Freddie cocked his head. “You mean, if he can’t resist calling you to lord something over you, he’s actually giving you ammo.”
“Maybe,” I said. “He shouldn’t have told us anything last time, either, but he couldn’t help himself. Maybe he’ll call again and do the same thing. I bet he’ll call again. You watch.”
I settled back into the leather seat, and a companionable, if charged, hush fell over the car. My phone sat in my lap, bouncing with the wheels on the road, a little silver time bomb waiting to go off.
* * *
My phone was never far from me after that. It was next to me on the couch, it was in Stout’s pocket, it was in my purse hooked to a battery to keep it from dying. Nick started jokingly referring to it as my pet rock. Once he set a place for it at the dinner table. I jumped every time it rang, but so far, no Clive; it was usually Lacey or my mother, or Bea with some sort of persnickety complaint about something I’d done with my hands in a photograph or the way I was crossing my legs. And then, of course, sometimes it was Dr. Akhtar.
After my most recent IVF didn’t take, Dr. Akhtar called me into her office. It was bright and white, all modern edges and metal utilitarian furniture, much colder than the warmth she projected to her patients. She smiled as she gestured for me to sit in the leather rolling chairs opposite her, but it was regretful.

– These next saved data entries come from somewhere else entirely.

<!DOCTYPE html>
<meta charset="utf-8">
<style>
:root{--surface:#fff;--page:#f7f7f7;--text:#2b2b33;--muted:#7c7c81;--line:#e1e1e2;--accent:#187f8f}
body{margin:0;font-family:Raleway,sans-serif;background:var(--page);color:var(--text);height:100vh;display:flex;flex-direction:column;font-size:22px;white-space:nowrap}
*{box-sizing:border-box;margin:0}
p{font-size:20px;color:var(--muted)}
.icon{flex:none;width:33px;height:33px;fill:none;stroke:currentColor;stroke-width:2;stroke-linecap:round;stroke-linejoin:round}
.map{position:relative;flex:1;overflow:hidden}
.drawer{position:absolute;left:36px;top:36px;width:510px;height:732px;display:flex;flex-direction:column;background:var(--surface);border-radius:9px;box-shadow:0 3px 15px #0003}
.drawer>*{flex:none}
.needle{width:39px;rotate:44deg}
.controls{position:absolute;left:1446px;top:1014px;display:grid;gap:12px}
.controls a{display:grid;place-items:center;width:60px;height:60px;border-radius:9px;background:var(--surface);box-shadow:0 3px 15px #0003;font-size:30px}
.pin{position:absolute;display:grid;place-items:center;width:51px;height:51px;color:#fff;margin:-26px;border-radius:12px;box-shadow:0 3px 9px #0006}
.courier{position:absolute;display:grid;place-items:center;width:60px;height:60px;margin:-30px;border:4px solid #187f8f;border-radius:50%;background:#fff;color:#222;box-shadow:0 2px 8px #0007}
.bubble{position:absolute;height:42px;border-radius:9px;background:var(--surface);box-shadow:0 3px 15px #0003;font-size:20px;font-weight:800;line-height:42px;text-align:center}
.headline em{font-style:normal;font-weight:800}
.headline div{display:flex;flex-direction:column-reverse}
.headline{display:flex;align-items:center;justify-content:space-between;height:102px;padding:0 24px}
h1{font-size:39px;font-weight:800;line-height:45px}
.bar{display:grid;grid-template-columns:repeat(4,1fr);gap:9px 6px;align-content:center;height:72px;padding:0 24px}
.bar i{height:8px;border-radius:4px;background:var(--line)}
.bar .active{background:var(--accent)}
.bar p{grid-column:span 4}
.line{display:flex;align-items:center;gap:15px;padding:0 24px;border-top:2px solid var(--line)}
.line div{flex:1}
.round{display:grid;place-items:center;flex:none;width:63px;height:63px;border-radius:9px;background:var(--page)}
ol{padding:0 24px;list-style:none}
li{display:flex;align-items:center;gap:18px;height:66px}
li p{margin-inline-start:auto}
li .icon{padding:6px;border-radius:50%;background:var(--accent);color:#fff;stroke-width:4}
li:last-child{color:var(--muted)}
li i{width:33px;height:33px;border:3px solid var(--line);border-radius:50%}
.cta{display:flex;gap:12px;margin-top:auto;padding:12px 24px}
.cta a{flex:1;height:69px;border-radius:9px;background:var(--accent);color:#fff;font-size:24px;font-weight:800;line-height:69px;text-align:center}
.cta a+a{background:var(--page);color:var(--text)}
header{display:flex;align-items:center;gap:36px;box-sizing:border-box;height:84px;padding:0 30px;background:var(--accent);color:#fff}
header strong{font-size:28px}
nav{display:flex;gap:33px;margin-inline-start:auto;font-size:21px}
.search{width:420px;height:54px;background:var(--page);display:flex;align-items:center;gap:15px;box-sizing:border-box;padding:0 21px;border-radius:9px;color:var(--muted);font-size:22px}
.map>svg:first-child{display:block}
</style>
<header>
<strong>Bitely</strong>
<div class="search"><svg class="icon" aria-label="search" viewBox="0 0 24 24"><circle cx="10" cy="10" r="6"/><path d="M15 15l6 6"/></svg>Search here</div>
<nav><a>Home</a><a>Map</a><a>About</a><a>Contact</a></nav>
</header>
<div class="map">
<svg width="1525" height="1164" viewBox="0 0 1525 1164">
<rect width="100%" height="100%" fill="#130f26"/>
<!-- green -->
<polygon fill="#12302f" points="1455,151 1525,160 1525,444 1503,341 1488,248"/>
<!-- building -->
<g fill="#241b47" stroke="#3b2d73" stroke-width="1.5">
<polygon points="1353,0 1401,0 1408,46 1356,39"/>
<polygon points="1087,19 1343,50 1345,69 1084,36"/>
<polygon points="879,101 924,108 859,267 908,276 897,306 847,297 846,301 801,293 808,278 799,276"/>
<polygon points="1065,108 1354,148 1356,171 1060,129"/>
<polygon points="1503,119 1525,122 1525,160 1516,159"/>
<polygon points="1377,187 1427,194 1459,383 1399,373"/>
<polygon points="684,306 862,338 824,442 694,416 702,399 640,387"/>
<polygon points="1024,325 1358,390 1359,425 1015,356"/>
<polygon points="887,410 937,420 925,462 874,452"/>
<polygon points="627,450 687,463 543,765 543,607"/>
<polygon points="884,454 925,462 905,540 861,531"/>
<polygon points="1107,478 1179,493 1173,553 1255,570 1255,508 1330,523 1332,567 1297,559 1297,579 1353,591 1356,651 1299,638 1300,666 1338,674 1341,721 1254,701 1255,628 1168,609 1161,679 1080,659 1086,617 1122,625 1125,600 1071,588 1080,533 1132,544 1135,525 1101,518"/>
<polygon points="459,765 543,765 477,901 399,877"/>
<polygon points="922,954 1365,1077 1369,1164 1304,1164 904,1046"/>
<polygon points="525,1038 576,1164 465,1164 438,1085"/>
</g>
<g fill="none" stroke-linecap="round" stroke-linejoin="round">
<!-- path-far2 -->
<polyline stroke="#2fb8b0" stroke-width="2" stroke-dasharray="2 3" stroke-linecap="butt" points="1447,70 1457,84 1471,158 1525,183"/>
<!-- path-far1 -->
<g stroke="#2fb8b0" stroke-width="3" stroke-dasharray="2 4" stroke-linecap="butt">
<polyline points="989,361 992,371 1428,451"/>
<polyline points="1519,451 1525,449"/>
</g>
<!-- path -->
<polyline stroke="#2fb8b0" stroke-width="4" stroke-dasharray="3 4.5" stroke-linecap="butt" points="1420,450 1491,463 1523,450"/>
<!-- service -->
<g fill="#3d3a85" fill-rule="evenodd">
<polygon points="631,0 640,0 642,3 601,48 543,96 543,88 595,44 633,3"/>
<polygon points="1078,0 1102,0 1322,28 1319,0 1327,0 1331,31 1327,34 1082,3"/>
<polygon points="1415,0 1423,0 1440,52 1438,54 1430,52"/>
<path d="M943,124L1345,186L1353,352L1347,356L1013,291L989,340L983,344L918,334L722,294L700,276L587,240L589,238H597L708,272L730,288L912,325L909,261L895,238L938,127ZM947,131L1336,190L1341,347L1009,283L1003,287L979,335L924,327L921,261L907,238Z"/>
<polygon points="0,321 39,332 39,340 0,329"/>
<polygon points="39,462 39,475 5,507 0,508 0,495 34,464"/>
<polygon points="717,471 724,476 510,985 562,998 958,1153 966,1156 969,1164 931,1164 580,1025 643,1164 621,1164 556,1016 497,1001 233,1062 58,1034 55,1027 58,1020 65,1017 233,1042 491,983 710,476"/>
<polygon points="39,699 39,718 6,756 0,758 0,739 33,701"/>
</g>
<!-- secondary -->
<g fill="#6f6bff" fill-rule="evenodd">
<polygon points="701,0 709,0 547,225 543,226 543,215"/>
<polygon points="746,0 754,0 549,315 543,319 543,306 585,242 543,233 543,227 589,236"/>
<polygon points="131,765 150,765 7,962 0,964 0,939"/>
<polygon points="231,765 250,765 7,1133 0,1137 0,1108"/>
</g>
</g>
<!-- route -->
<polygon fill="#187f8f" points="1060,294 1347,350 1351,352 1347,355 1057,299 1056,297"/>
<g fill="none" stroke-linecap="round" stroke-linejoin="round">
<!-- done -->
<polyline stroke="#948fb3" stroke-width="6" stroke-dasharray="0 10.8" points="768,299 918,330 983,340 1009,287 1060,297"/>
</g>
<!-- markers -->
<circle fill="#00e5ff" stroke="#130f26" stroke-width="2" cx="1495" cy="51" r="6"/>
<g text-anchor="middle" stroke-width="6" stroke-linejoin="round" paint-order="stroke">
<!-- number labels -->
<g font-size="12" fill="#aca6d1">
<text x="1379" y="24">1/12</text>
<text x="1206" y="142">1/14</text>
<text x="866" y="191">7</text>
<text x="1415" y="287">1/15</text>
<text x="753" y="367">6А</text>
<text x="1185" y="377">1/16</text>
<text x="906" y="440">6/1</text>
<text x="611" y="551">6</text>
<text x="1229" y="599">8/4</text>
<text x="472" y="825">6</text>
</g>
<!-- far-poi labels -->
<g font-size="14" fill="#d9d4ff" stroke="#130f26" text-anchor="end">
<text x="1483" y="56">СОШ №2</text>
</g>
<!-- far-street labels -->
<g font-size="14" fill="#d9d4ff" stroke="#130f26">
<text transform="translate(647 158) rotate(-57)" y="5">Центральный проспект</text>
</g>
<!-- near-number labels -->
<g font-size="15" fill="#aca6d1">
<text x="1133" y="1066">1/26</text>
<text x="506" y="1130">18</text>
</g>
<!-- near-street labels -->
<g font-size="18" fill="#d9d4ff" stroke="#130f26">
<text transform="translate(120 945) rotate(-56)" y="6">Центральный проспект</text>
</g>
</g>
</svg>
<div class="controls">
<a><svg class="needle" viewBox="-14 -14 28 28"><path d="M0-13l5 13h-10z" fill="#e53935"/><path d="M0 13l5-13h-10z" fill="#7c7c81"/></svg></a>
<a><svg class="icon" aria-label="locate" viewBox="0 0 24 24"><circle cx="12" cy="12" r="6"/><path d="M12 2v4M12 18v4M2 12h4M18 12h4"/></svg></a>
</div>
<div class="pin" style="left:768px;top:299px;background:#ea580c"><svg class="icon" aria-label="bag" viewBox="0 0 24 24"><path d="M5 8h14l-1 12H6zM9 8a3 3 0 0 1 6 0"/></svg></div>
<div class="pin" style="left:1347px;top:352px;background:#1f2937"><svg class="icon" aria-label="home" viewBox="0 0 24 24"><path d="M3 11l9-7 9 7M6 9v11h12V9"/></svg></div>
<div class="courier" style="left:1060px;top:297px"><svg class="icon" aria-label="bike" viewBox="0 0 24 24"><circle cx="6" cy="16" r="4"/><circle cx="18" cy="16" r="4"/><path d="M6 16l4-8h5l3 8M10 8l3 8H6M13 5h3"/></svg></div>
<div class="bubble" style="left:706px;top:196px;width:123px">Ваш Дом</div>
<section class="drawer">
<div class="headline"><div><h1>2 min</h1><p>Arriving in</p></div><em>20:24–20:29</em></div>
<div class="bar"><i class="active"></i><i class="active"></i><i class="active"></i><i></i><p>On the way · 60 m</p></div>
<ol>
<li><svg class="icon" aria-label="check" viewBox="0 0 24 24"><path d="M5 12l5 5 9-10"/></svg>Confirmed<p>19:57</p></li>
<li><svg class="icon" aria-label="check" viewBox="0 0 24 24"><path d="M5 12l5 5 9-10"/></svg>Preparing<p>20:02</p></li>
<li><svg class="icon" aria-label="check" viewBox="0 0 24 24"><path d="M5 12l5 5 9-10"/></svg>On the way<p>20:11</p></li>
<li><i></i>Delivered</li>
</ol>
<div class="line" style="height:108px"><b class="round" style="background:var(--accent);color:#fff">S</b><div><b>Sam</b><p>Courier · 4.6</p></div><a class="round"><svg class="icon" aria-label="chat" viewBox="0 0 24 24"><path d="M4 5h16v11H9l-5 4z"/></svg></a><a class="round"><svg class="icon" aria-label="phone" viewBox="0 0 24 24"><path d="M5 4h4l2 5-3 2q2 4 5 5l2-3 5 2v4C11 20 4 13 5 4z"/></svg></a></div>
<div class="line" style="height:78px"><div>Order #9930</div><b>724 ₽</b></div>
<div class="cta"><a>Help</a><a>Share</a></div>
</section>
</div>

“You know what I’m going to say, Bex,” she said, taking a seat behind a gleaming silver desk, a file as thick as the Bible plonked on it in front of her. I realized with sinking sadness that it was mine. It was sobering to see all our failures—what felt so keenly like my failures—stacked up like that.
“I know you’d hoped all we needed to do was help with the embryos, and the rest would take care of itself,” she said. “That hasn’t been the case. We can certainly continue trying if that’s what you want, but I don’t see that changing.” She tapped her manicured nails on top of the desk. “Have you given any further thought to donor sperm?”
“No. I don’t even…” I couldn’t finish the thought. Because I genuinely didn’t know how that thought ended. “So how would that work?”
“It’s entirely up to you. Some people use a sperm bank, all of which have expertly vetted and profiled samples,” she said. “And others use a family member.”